La storia che sto per raccontare è tutta vera. Ma per rispetto verso le persone che potrebbero ritrovarsi descritte, non userò nomi reali e non fornirò indicazioni geografiche. Tutto rimarrà avvolto nelle fitte nebbie del MISTERO.
Io e la mia ragazza e Stefano F. e Tania in F. siamo andati sabato sera a Marina di R. presso il bar X per festeggiare il compleanno di Paolo B.
La donna di Paolo B., che chiameremo F., voleva organizzare una festa a sorpresa (il che, riguardando il sospettoso e sagace Paolo B., significa narcotizzargli l'impepata di cozze, vederlo cadere bocconi sulla suddetta impepata, liberargli le vie respiratorie dall'eventuale brodetto impepato, correre alla disperata nel bar sotto casa, prenotare tutto il bar anche ad una cifra immorale e non contrattabile, ritornare a casa, lanciare una mail multipla per gli inviti agli amici, pagare una tangente alla camorra dei server perché cancelli ogni indizio di mail e/o abbattesse le fibre ottiche in un raggio di 500 km, pregare Iddio di non aver fatto passi falsi e di aver cancellato le impronte digitali nei maniglioni del bar, vedere Paolo B. riprendersi e chiedergli "Avevi sonno, tesoro?", rispondere per i successivi 15 giorni a tutte le domande di Paolo B. con la tecnica logorroica dei bambini "Perché? Perché? Perché?").
Paolo B. naturalmente sapeva già tutto.
E sapeva che sarei andato anch'io. Questo è un elemento molto importante della nostra storia. Sapendo che anch'io sarei stato là, Paolo B. si era reso conto che non sarebbe stato lui il centro dell'attenzione. Non poteva buttarla sulla bellezza; io sono dotato di una cosa che si chiama 'sex appeal' e di cui si viene dotati solo dal buon Dio e di cui il buon Dio, nella distribuzione, è stato molto parco. Non poteva competere con la simpatia; i miei famosi finti-peti fatti stringendo una mano nell'ascella scatenato sempre una ridda di risate e ammirazione. Neanche l'eleganza avrebbe funzionato: il mio stile (o style) mi dona la grazia e la naturalezza di un gazzella unite alla salda ruvidezza urban dell'indiano dei Village People.
Niente avrebbe funzionato. Tranne una cosa.
La festa andava alla grande. Fiumi di lager tedesca a cascata. Letti di radicchio e amache di mortadella. Canti di sagge ballate popolari rurali come "Osteria numero 20, paraponziponzipo, se la figa avesse i denti, paraponziponzipo". Saluti a vecchi amici che non si vedeva da tempo. Jacuzzi e mignottoni e Habana grossi come una coscia.
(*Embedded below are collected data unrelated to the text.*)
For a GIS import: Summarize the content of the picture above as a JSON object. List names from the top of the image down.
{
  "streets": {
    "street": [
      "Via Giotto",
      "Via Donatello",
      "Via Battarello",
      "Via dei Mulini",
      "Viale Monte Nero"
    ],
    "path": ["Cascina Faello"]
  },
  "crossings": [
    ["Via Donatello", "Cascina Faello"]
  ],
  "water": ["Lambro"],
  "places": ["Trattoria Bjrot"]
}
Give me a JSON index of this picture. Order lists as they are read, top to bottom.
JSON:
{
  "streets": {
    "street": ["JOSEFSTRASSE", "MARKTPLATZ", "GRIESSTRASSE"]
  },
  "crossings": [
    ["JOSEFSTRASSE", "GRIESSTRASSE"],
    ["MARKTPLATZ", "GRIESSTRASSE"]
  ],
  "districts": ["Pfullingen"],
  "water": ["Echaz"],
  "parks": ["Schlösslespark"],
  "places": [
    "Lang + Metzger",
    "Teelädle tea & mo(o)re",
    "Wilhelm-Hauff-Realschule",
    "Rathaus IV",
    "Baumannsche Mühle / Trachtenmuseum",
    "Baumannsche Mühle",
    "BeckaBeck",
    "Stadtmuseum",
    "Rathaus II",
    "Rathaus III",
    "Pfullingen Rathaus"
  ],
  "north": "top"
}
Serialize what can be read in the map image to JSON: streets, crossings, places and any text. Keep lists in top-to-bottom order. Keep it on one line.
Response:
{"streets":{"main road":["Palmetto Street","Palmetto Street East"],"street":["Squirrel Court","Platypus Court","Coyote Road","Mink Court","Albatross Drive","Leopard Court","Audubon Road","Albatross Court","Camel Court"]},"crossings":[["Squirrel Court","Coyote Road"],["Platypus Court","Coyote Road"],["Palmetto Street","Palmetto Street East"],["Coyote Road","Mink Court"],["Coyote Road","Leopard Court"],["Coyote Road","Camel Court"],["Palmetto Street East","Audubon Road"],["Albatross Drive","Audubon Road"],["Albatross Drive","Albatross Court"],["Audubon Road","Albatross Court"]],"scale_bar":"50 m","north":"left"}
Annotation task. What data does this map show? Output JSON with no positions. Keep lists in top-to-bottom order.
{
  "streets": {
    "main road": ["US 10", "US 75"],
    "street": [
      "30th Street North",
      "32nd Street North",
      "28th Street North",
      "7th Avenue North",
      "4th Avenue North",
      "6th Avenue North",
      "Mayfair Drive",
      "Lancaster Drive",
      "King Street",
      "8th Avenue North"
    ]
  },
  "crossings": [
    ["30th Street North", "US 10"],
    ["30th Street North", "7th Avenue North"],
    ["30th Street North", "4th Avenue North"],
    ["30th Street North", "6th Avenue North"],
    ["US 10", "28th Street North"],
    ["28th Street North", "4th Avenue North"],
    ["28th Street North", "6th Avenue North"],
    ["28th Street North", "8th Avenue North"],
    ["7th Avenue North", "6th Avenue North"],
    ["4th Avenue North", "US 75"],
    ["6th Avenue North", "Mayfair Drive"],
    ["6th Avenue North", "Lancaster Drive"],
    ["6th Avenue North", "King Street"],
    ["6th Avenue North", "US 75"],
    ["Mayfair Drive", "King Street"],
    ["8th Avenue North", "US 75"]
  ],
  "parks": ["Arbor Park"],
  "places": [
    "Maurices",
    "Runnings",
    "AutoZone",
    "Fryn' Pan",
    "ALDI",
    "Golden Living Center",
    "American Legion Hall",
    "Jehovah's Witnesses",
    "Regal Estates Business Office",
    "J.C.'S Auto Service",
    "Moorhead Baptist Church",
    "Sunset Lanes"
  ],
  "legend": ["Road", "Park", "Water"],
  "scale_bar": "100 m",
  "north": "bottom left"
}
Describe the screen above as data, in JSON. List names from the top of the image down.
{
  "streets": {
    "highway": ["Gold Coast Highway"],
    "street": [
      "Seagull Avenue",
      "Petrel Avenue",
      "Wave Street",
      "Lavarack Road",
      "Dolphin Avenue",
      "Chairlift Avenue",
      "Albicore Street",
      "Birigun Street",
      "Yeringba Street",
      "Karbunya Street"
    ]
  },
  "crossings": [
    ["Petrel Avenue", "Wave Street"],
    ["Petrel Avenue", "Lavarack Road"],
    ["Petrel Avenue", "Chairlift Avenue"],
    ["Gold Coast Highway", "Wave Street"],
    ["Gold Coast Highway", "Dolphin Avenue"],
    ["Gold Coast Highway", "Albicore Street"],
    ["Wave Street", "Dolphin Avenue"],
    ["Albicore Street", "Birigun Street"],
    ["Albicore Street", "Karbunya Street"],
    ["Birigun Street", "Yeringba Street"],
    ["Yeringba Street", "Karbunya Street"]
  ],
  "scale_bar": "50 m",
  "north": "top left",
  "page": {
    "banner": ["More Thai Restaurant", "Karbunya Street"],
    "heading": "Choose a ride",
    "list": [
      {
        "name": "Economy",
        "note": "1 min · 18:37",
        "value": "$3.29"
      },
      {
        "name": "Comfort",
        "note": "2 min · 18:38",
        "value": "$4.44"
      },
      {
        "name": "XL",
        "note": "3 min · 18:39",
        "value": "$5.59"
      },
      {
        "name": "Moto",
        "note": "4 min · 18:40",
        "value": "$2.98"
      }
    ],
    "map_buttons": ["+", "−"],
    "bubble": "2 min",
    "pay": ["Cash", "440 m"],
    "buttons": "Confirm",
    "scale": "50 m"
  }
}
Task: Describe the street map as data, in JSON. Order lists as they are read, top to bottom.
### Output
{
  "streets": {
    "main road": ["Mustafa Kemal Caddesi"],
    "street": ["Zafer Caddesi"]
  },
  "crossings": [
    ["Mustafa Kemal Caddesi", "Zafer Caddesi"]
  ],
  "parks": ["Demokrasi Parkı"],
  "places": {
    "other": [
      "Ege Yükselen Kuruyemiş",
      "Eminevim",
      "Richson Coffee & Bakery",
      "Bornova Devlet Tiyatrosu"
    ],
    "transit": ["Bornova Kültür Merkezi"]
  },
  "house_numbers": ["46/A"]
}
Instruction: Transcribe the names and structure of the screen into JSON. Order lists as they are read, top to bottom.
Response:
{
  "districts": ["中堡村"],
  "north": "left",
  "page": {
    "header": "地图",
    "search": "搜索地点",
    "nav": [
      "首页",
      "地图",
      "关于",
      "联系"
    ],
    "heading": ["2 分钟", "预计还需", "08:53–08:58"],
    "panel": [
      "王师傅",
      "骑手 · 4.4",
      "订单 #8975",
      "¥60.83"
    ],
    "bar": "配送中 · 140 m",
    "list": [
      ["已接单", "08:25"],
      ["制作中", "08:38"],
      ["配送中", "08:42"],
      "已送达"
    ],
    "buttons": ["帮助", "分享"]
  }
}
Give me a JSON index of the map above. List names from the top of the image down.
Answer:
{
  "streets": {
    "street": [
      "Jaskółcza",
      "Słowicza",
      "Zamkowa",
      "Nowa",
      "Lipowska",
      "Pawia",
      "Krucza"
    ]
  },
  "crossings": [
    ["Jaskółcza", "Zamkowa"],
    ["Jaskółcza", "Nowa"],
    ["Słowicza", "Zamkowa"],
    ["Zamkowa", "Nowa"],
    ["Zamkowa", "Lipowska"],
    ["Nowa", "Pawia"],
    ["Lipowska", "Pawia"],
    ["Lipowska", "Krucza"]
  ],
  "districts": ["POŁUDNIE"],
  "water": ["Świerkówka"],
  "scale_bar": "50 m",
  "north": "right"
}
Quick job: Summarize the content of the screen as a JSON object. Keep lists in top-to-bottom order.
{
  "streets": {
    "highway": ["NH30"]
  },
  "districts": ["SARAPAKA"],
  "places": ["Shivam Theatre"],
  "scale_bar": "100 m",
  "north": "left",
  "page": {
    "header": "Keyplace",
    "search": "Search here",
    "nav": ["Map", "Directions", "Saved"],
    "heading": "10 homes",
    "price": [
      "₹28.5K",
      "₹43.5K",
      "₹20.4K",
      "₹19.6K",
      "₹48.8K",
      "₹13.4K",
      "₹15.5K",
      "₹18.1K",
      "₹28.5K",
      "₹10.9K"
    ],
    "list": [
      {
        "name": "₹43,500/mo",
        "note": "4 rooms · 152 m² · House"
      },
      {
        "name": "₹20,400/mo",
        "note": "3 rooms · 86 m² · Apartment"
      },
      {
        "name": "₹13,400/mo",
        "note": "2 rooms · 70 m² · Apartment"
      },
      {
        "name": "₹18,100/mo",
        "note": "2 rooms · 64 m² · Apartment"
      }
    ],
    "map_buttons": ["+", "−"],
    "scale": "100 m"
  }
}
Poi siamo usciti fuori a fumare e uno, che chiameremo Kk, si è rollato una canna di dimensione wursterlesca mentre diceva che allenare me è stata l'esperienza più gratificante della sua vita.
Un filiforme ricciolino ci ha salutati dal balcone di casa di Paolo B. e ha detto di chiamarsi Micheal Jackson e che doveva badare al figlio di Paolo B. e ha fatto un moonwalk della madonna mentre agitava il marmocchio oltre la balaustra salutando una folla che, oggettivamente, non c'era.
Poi siamo rientrati. E Paolo B. ha chiesto di fare silenzio che voleva fare un discorso. Ed è lì che il piano diabolico ha avuto inizio.
Paolo B. ha ringraziato tutti. Ha ammesso che la festa a sorpresa lui l'aveva intuita da mesi. Ha cazzeggiato un po' (alla grande, bisogna ammetterlo). Ha descritto come nel rapporto con la sua compagna, Paolo B. era solito stupire e sorprendere la (appunto) compagna e che si era chiesto come in questa serata avrebbe potuto (appunto) sorprenderla. Poi si è inginocchiato, ha aperto un astuccio quadrato di pelle contenente un anello con diamante o zircone o vetro o plastica e le ha chiesto di sposarlo.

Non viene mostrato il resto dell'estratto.